Closed kazuki-can closed 3 years ago

kazuki-can commented 3 years ago

Hello again. Thanks for the past a lot. Now, I want to know the ratio of how much mask includes in bbox. I think I can calculate it for here below. `masks_semantic = mask_p * (ids_p[:, None, None] + 1) # expand ids_p' shape for broadcasting

The color of the overlap area is different because of the '%' operation.

    masks_semantic = masks_semantic.astype('int').sum(axis=0) % (cfg.num_classes - 1)
    color_masks = COLORS[masks_semantic].astype('uint8')
    img_fused = cv2.addWeighted(color_masks, 0.2, img_origin, 0.8, gamma=0)`

Thank you.

feiyuhuahuo commented 3 years ago

Do you mean the pixel number ratio of each mask in a bbox?
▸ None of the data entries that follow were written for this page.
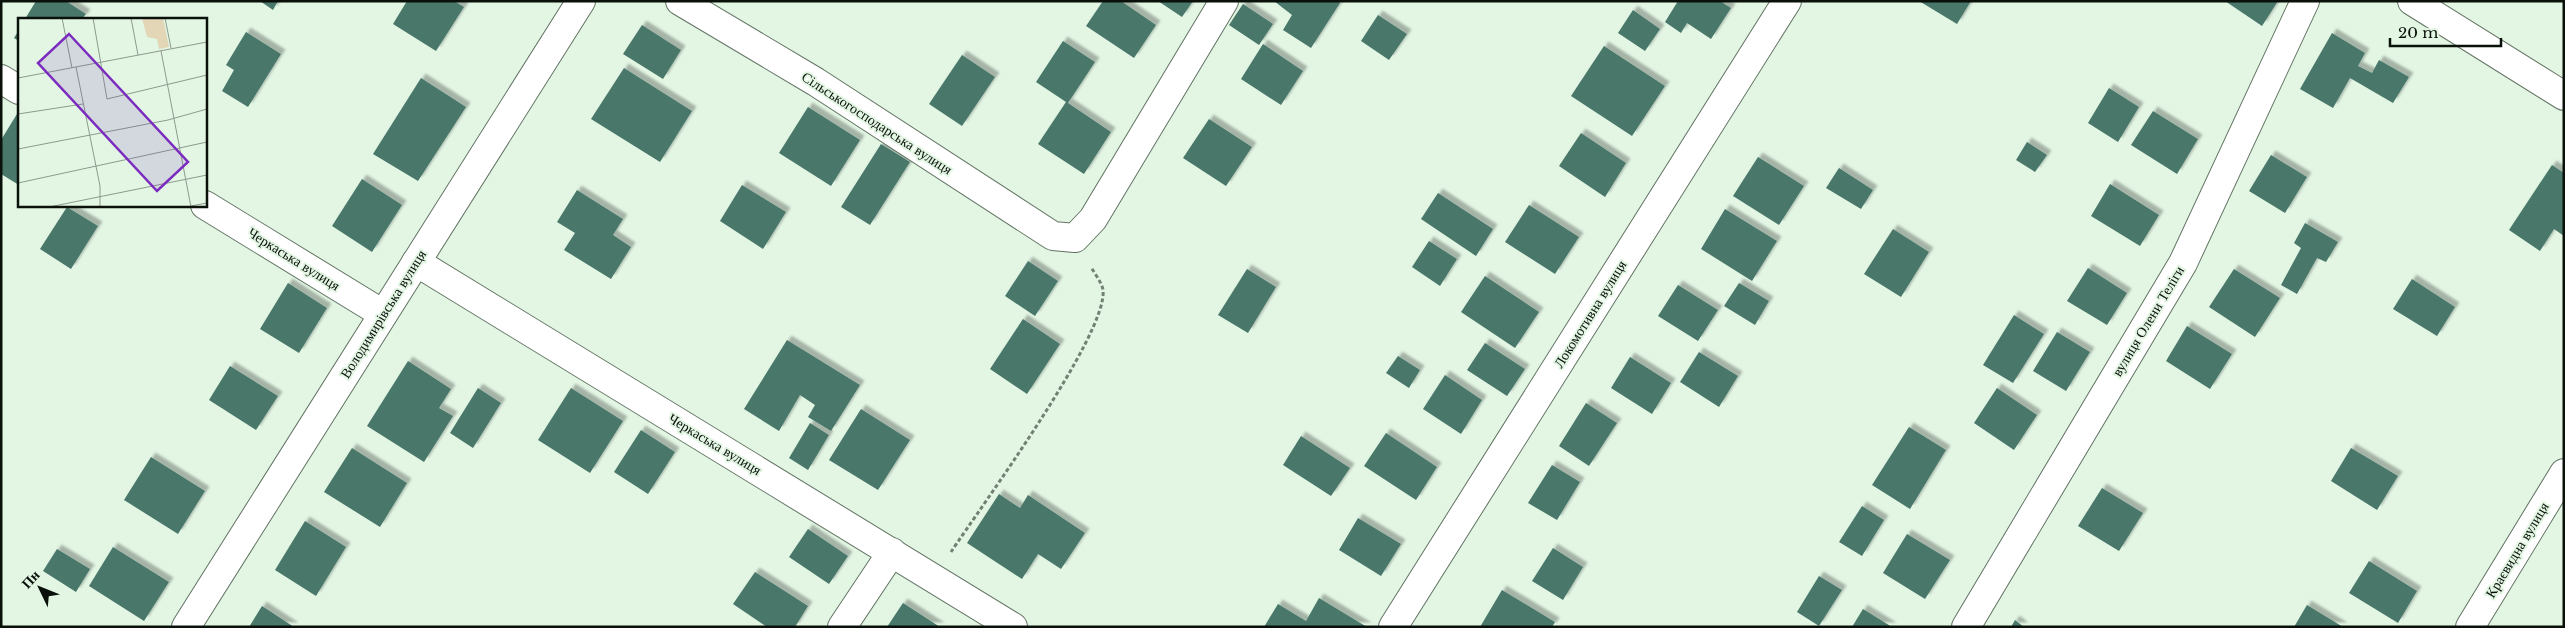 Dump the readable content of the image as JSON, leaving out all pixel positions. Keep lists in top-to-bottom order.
{
  "streets": {
    "street": [
      "Сільськогосподарська вулиця",
      "Черкаська вулиця",
      "Володимирівська вулиця",
      "Локомотивна вулиця",
      "вулиця Олени Теліги",
      "Краєвидна вулиця"
    ]
  },
  "crossings": [
    ["Черкаська вулиця", "Володимирівська вулиця"]
  ],
  "scale_bar": "20 m",
  "north": "top left"
}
kazuki-can commented 3 years ago

Yes, I want to know it. If some things are detected, I would like to see the ratio of each one. Thank you.
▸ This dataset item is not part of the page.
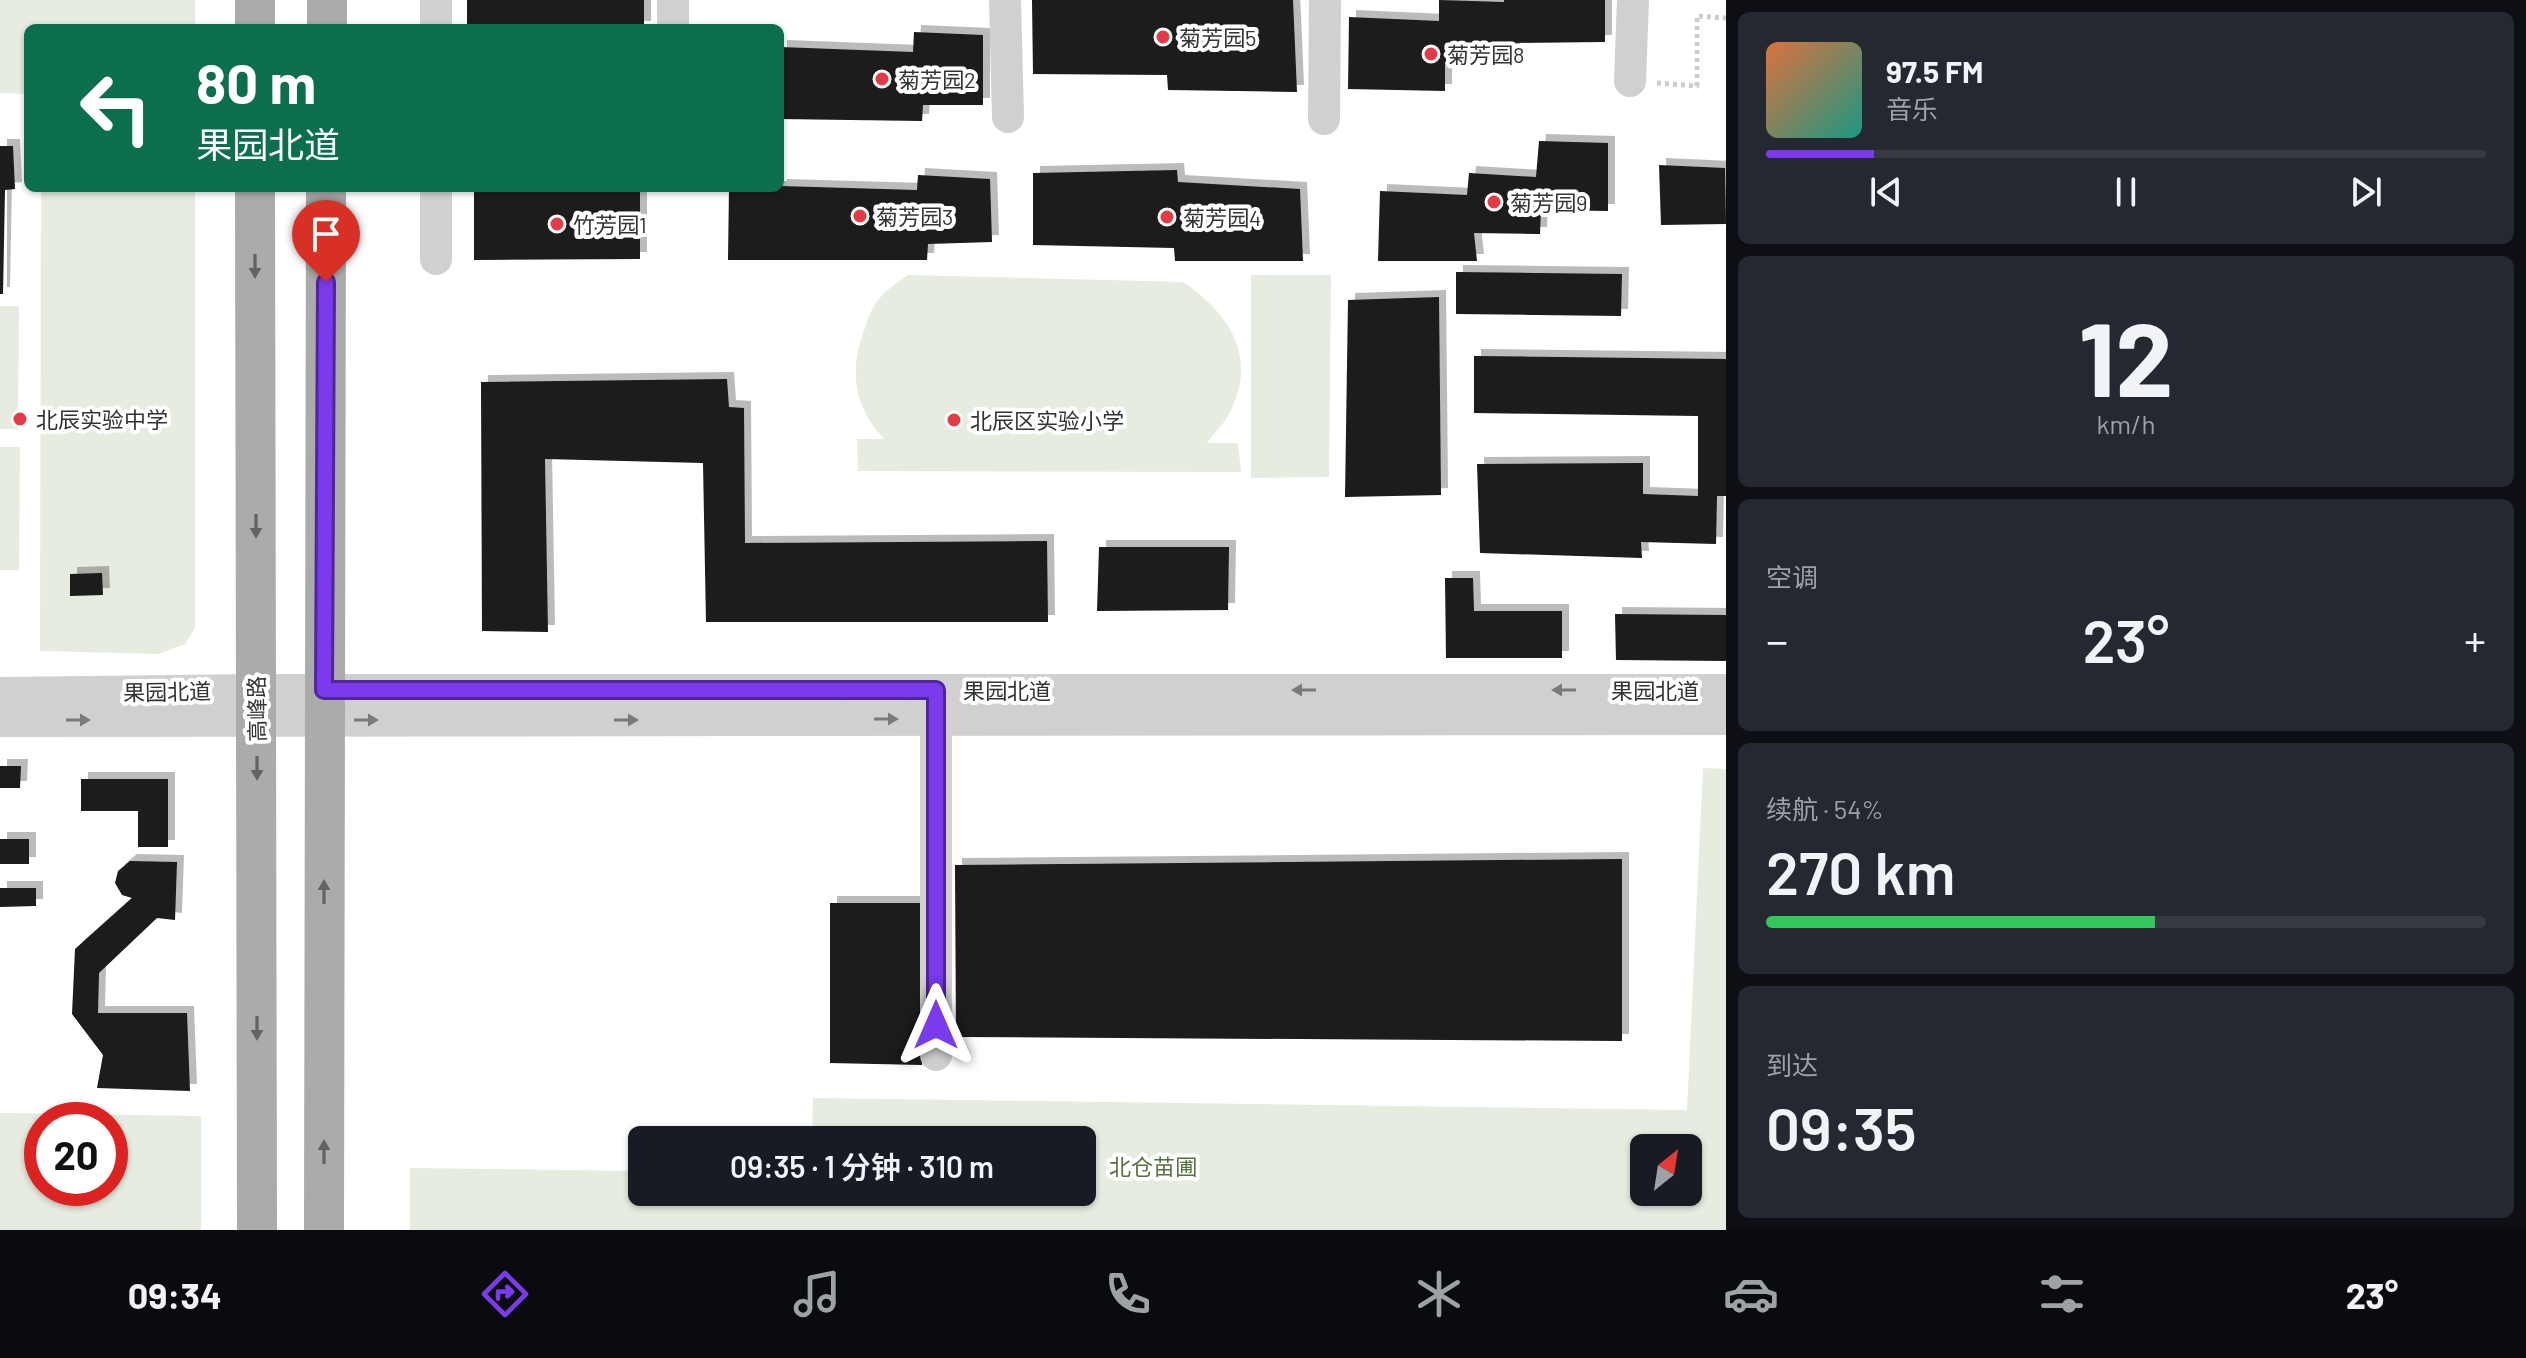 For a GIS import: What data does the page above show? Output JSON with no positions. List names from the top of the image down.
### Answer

feiyuhuahuo commented 3 years ago

Modify the code like this.

    img_fused = img_origin
    if not cfg.hide_mask:
        masks_semantic = mask_p * (ids_p[:, None, None] + 1)  # expand ids_p' shape for broadcasting

        for one_b in box_p:
            x1, y1, x2, y2 = one_b
            masks_in_box = masks_semantic[y1:y2, x1:x2, :]
            masks_in_box = (masks_in_box != 0).sum((1, 2))
            ratios = masks_in_box / ((x2 - x1) * (y2 - y1))
kazuki-can commented 3 years ago

Thank you for your work. And sorry for replying late.